═════ Record excerpts
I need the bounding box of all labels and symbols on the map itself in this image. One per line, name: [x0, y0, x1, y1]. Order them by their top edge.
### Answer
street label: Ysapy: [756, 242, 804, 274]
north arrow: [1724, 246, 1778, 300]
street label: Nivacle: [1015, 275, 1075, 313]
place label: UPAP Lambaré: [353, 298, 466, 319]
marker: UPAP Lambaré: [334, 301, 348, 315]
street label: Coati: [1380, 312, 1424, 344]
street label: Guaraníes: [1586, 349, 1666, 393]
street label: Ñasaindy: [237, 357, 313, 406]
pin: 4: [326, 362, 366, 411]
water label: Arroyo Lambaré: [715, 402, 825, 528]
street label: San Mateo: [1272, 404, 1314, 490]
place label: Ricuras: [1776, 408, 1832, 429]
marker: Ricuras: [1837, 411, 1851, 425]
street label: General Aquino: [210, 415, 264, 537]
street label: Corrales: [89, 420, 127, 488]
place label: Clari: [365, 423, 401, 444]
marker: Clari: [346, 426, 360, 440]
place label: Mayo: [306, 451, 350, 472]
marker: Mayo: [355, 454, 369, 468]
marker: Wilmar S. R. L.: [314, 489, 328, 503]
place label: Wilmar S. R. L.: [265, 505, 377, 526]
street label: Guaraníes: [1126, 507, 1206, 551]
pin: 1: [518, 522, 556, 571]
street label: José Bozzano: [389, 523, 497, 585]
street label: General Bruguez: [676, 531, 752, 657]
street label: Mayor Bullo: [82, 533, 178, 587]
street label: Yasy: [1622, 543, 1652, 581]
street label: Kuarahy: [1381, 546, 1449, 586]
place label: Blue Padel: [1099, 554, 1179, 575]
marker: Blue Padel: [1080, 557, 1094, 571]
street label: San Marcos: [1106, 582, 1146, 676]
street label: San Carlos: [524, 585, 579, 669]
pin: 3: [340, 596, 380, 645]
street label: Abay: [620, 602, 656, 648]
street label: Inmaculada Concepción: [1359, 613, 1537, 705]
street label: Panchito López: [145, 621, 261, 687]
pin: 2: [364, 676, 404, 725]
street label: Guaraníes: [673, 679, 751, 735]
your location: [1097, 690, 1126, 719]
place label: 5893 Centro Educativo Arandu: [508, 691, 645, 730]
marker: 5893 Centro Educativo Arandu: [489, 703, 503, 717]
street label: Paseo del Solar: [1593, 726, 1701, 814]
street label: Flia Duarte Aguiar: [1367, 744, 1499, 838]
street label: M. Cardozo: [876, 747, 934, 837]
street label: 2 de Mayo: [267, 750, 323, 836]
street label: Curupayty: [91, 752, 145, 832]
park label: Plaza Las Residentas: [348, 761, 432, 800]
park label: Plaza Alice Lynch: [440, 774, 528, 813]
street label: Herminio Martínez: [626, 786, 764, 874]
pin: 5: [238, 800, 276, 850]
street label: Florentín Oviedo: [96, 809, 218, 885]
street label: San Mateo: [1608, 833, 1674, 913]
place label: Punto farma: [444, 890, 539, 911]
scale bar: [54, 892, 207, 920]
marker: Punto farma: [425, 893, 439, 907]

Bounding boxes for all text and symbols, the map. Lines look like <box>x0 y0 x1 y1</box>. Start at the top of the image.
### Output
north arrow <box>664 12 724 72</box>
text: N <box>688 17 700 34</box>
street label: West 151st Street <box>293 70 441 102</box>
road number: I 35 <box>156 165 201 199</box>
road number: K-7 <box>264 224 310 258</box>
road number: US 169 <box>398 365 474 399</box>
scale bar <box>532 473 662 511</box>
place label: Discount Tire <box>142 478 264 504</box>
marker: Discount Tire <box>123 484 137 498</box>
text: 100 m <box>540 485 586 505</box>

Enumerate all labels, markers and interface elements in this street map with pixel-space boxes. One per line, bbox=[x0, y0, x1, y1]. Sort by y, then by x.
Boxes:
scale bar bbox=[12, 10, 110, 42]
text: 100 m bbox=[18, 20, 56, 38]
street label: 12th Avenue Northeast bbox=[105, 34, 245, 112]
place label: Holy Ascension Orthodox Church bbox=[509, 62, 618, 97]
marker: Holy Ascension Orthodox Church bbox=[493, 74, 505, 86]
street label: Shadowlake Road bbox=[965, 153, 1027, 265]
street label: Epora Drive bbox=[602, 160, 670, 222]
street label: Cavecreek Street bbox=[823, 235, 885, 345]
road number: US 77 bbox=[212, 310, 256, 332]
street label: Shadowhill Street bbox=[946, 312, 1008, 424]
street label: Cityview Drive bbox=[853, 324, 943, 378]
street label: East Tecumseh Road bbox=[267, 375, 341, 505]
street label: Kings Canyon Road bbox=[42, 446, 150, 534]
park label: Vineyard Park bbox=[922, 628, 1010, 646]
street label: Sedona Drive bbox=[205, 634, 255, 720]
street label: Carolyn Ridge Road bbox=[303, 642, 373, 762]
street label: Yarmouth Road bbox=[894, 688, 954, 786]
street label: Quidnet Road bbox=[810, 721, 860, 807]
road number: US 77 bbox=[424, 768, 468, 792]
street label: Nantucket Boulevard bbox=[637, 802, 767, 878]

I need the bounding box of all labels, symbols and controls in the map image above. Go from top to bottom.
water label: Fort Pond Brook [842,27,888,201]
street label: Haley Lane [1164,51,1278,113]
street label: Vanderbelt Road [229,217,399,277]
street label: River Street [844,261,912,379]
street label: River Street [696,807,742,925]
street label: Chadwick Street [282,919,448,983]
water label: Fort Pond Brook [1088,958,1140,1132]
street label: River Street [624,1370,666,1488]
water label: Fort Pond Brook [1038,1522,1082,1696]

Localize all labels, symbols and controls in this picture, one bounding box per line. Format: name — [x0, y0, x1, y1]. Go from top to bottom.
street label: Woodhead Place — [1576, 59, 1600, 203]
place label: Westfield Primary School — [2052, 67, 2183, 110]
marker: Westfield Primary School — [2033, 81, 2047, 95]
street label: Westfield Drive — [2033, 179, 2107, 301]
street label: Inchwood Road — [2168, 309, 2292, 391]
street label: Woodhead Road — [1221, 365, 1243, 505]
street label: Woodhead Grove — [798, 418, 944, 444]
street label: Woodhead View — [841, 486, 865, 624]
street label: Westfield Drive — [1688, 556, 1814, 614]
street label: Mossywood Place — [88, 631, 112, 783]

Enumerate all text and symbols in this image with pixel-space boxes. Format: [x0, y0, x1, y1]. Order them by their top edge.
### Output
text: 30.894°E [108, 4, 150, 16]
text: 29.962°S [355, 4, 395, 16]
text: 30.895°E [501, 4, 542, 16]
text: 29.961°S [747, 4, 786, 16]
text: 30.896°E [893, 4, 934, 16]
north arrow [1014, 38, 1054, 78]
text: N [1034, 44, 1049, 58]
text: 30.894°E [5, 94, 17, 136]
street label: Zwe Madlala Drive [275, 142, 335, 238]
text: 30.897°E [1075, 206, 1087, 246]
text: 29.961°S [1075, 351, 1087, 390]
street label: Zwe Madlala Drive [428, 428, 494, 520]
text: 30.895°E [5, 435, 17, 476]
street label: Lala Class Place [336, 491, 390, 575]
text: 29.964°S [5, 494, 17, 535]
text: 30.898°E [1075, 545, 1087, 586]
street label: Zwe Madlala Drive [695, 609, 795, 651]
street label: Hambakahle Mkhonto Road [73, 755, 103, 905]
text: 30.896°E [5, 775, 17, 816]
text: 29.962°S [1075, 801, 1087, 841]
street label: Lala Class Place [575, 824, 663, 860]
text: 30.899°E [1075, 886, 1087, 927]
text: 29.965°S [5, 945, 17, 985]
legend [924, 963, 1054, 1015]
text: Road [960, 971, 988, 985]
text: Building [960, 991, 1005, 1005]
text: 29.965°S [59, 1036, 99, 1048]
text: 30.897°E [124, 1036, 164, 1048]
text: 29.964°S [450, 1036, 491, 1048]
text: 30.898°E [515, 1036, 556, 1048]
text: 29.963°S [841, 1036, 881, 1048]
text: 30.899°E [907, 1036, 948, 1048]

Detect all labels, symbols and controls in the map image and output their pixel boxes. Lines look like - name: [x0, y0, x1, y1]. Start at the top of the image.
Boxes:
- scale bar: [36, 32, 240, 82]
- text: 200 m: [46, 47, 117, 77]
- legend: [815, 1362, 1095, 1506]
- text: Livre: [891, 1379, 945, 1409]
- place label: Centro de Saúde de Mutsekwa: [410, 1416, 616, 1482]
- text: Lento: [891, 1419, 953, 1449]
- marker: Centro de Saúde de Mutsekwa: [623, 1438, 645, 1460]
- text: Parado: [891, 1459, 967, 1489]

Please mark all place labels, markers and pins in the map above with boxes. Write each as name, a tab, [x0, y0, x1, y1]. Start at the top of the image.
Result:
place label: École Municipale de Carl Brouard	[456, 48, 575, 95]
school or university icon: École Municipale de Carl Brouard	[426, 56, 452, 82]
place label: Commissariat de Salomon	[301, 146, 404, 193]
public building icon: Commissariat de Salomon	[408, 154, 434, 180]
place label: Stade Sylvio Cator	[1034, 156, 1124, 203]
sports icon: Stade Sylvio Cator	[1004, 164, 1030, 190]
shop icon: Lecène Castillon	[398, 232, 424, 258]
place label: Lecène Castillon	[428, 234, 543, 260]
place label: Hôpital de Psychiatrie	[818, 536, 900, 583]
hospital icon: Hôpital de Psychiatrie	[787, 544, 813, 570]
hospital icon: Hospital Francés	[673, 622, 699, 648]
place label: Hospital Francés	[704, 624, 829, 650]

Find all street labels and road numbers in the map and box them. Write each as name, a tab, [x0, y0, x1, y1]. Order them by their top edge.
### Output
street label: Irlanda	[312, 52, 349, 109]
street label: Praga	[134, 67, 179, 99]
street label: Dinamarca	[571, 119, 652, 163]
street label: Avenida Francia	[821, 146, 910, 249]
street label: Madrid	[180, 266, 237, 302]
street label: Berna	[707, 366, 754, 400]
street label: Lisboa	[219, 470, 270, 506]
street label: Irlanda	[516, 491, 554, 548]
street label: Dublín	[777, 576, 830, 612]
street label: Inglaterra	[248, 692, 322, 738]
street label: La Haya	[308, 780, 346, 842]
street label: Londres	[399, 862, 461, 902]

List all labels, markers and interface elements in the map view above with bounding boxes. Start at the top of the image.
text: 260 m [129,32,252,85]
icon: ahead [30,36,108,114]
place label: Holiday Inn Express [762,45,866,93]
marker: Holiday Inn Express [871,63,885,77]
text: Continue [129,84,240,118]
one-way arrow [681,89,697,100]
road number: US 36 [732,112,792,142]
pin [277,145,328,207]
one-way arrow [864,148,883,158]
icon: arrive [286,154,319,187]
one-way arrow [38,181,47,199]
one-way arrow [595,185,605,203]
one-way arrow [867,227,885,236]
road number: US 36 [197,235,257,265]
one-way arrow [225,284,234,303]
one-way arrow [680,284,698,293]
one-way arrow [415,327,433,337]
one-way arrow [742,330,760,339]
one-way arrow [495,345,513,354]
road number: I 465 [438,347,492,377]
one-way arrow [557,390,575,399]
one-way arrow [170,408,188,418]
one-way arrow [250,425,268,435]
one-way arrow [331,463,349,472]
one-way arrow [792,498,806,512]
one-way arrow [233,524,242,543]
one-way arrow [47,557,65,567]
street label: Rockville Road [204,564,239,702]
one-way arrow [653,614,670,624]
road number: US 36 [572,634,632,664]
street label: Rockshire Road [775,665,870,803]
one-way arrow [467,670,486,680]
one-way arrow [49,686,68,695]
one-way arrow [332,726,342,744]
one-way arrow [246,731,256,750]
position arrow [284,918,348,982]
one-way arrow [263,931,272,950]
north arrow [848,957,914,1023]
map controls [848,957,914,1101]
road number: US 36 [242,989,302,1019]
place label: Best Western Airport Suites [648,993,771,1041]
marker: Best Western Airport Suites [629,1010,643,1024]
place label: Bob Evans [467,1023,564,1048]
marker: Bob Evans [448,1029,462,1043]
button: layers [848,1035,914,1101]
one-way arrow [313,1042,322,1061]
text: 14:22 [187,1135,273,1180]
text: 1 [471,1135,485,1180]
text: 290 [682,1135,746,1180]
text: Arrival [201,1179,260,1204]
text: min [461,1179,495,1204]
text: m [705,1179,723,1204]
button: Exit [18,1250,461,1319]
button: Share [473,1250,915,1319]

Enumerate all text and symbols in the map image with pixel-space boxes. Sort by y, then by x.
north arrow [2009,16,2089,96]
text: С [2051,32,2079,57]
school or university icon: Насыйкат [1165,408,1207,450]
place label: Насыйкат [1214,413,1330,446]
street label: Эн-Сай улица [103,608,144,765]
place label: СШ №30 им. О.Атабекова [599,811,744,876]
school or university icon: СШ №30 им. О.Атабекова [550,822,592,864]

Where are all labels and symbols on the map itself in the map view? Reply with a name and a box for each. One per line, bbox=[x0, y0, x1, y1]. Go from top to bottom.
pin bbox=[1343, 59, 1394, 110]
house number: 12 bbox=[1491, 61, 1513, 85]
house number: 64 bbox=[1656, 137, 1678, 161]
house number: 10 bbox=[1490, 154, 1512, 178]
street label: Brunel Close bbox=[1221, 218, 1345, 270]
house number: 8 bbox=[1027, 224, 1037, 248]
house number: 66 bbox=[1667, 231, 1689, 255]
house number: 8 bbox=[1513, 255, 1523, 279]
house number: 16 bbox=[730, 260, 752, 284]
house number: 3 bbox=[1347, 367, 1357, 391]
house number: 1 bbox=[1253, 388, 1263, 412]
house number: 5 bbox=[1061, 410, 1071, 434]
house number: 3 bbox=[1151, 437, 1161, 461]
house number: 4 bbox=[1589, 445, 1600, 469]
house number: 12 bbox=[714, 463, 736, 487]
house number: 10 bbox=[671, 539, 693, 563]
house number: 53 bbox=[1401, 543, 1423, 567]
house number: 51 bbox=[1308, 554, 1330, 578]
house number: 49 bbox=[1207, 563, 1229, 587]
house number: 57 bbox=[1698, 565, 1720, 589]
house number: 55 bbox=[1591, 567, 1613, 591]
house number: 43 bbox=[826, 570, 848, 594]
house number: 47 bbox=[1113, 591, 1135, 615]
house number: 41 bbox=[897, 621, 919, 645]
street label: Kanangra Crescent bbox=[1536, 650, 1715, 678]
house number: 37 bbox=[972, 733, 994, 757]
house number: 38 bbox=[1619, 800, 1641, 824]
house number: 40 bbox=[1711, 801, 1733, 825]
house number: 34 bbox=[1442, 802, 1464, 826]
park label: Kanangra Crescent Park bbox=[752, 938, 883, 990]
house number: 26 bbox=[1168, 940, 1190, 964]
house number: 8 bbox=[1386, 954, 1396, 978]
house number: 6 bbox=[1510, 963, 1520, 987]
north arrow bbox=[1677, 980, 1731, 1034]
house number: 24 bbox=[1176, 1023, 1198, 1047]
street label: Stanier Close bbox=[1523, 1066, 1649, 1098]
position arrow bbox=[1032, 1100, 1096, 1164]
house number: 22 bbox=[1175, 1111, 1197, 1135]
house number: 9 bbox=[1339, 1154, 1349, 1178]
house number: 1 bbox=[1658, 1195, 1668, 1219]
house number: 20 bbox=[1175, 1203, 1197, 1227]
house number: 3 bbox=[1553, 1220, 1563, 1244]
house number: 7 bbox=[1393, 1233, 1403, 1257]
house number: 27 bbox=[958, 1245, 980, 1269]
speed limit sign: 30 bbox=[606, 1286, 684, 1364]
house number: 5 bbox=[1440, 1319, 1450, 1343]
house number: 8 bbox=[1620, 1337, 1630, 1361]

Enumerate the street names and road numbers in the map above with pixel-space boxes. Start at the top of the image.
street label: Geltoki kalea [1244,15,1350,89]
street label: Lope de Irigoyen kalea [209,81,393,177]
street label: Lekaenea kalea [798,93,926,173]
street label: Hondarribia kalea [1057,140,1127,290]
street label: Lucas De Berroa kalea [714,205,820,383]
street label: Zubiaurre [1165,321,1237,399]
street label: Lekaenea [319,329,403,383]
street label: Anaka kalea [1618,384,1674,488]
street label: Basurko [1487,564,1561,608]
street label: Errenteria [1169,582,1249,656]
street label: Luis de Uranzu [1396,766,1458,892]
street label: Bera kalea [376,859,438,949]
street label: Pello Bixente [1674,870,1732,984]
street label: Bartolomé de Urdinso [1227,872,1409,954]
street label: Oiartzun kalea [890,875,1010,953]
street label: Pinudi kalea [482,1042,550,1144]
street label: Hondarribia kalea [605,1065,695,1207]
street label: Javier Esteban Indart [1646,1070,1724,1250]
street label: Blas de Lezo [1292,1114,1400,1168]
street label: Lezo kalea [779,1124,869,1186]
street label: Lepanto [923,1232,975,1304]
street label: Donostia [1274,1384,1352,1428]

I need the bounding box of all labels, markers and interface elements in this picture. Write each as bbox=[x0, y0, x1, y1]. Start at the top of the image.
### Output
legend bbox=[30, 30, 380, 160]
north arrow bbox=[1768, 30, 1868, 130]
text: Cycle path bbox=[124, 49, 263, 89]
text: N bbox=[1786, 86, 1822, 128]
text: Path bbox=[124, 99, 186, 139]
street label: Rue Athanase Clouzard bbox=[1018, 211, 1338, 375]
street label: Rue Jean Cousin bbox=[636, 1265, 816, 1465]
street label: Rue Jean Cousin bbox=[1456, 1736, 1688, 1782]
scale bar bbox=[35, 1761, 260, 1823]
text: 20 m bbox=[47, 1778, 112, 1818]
══════════
# Exercise goal:
Among the records above, find each line holding "Lezo" and list it.

# Written solution:
street label: Blas de Lezo [1292,1114,1400,1168]
street label: Lezo kalea [779,1124,869,1186]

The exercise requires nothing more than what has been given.